- WHAT THIS TASK INVOLVES: Everything from the first line of the entries through the line containing "position:relative; width:1346px; height:2233px;" is to be retyped exactly, and nothing beyond it.

- EXERCISE DATA:
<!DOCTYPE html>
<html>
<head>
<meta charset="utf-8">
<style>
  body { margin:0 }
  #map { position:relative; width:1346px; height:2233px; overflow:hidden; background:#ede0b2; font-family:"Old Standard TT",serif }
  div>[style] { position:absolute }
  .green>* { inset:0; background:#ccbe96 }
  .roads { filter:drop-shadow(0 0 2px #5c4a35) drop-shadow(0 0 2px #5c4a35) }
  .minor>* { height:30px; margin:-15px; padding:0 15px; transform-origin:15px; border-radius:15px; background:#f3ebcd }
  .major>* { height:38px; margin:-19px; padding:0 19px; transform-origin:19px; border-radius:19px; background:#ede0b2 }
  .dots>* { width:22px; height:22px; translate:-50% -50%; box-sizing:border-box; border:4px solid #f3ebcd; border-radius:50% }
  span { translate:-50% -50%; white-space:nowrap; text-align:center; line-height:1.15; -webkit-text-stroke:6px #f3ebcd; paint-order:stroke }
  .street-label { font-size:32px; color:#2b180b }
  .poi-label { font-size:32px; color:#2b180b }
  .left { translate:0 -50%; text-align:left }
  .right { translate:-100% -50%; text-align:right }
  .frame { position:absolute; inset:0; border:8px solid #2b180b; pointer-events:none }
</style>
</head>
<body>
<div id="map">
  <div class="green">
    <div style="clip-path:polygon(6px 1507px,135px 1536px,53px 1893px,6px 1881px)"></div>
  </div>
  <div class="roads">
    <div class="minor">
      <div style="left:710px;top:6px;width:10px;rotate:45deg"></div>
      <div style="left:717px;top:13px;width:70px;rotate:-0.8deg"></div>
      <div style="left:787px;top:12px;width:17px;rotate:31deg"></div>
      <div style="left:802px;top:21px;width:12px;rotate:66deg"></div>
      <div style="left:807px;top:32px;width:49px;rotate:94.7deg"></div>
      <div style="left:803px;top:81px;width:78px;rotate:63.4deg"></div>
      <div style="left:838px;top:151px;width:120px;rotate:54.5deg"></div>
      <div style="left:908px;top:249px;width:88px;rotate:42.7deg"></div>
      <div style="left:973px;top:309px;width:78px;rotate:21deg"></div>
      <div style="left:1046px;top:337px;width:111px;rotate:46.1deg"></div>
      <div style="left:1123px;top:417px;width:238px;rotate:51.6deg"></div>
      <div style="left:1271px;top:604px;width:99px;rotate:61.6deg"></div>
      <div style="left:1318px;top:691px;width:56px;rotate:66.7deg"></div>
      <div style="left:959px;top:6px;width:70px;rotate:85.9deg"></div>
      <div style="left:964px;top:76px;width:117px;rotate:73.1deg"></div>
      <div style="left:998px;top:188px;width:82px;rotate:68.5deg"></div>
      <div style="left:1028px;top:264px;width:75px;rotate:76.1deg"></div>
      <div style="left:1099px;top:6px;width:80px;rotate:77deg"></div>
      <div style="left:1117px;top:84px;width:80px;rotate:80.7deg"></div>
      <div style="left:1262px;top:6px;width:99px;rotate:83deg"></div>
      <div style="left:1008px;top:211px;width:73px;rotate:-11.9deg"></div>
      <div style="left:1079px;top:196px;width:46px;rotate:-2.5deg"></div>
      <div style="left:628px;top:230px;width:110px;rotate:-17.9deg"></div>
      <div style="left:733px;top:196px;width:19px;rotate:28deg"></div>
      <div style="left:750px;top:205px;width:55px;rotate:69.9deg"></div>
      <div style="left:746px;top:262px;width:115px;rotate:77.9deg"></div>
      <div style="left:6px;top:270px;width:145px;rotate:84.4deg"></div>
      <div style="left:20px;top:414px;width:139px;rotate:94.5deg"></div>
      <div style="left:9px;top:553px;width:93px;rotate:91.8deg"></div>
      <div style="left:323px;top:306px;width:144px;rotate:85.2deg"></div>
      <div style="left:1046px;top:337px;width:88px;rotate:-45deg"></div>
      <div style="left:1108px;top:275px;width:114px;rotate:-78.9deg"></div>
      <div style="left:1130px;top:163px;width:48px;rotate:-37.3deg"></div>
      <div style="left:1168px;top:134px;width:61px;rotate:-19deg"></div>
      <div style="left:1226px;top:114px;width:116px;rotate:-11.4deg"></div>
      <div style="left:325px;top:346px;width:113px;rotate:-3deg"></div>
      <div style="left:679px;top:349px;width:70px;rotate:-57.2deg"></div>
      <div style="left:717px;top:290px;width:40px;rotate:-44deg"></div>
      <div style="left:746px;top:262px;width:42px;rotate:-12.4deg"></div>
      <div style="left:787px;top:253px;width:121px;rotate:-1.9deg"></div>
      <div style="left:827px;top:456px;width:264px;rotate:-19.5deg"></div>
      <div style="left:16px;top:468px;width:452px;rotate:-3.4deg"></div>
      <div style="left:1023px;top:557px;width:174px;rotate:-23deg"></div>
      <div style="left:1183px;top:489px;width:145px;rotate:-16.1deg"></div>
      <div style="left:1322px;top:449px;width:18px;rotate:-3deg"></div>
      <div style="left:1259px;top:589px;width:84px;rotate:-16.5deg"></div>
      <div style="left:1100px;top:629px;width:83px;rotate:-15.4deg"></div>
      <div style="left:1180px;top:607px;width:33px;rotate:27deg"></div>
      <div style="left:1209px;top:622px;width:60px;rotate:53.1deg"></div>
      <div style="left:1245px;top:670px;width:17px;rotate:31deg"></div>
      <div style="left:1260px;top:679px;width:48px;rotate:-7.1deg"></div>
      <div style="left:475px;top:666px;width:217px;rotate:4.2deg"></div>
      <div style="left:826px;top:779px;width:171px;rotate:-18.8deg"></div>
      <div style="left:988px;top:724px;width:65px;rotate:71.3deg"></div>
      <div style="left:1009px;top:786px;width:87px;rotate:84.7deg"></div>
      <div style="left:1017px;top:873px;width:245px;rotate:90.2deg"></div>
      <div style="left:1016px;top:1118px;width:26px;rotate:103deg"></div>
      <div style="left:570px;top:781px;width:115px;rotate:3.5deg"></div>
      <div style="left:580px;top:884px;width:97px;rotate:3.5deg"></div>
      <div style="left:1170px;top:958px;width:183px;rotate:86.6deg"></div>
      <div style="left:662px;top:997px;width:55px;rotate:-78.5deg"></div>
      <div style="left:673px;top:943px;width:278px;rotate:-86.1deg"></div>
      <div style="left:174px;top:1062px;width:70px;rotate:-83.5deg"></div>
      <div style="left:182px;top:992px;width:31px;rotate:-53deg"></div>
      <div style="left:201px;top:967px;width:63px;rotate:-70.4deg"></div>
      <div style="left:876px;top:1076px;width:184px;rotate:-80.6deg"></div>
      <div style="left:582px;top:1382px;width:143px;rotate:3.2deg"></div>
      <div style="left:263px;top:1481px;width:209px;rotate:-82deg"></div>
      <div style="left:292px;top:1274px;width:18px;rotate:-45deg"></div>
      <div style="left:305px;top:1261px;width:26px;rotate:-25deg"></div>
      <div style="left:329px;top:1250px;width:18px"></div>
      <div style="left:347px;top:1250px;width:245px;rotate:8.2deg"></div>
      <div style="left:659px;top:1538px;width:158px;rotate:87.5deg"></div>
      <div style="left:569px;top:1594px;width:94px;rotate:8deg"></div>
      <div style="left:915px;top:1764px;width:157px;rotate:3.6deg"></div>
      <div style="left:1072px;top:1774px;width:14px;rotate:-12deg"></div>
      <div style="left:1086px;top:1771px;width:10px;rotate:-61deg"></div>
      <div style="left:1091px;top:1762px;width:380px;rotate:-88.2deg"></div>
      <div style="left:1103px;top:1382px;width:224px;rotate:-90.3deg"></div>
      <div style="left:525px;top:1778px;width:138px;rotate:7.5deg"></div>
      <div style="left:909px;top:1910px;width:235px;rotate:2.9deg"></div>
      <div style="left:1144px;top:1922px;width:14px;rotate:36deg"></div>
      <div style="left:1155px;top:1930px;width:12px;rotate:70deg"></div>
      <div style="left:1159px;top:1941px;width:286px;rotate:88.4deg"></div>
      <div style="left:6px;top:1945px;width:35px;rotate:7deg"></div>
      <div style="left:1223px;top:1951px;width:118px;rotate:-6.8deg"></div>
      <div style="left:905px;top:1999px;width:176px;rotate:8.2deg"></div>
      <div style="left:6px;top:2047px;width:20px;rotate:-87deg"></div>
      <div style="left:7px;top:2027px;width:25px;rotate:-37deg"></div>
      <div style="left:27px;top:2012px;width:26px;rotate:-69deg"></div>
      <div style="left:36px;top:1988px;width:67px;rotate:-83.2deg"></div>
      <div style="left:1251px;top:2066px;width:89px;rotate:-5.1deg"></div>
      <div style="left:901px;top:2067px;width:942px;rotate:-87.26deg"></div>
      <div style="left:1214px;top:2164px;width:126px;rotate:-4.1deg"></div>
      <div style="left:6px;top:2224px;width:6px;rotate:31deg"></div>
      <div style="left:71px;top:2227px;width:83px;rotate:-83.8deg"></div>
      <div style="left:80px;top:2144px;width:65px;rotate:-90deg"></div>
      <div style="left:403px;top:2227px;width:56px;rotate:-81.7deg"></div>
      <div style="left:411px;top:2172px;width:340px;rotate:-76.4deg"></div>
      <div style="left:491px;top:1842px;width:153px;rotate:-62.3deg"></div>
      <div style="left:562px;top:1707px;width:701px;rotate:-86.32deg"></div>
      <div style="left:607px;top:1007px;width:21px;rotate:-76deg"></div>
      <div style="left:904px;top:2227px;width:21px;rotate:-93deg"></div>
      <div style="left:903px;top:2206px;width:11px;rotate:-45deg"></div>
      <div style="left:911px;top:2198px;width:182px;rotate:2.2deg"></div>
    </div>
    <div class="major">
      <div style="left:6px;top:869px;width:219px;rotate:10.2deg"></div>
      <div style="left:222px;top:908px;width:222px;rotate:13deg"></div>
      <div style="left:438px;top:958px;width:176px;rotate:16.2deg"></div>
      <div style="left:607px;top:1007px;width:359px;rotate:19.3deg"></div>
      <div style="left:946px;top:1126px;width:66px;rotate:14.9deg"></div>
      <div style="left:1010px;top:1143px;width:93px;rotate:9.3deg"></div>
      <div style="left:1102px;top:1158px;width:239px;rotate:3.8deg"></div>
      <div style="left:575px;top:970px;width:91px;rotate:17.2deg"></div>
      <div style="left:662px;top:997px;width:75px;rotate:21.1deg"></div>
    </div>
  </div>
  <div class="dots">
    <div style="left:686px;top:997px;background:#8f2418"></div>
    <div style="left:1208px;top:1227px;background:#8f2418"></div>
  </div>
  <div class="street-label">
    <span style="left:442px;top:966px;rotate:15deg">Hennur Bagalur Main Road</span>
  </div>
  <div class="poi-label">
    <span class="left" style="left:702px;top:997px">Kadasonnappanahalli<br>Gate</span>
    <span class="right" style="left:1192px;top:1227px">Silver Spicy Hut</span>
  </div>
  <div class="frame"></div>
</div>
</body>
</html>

- FINAL ANSWER:
<!DOCTYPE html>
<html>
<head>
<meta charset="utf-8">
<style>
  body { margin:0 }
  #map { position:relative; width:1346px; height:2233px; overflow:hidden; background:#ede0b2; font-family:"Old Standard TT",serif }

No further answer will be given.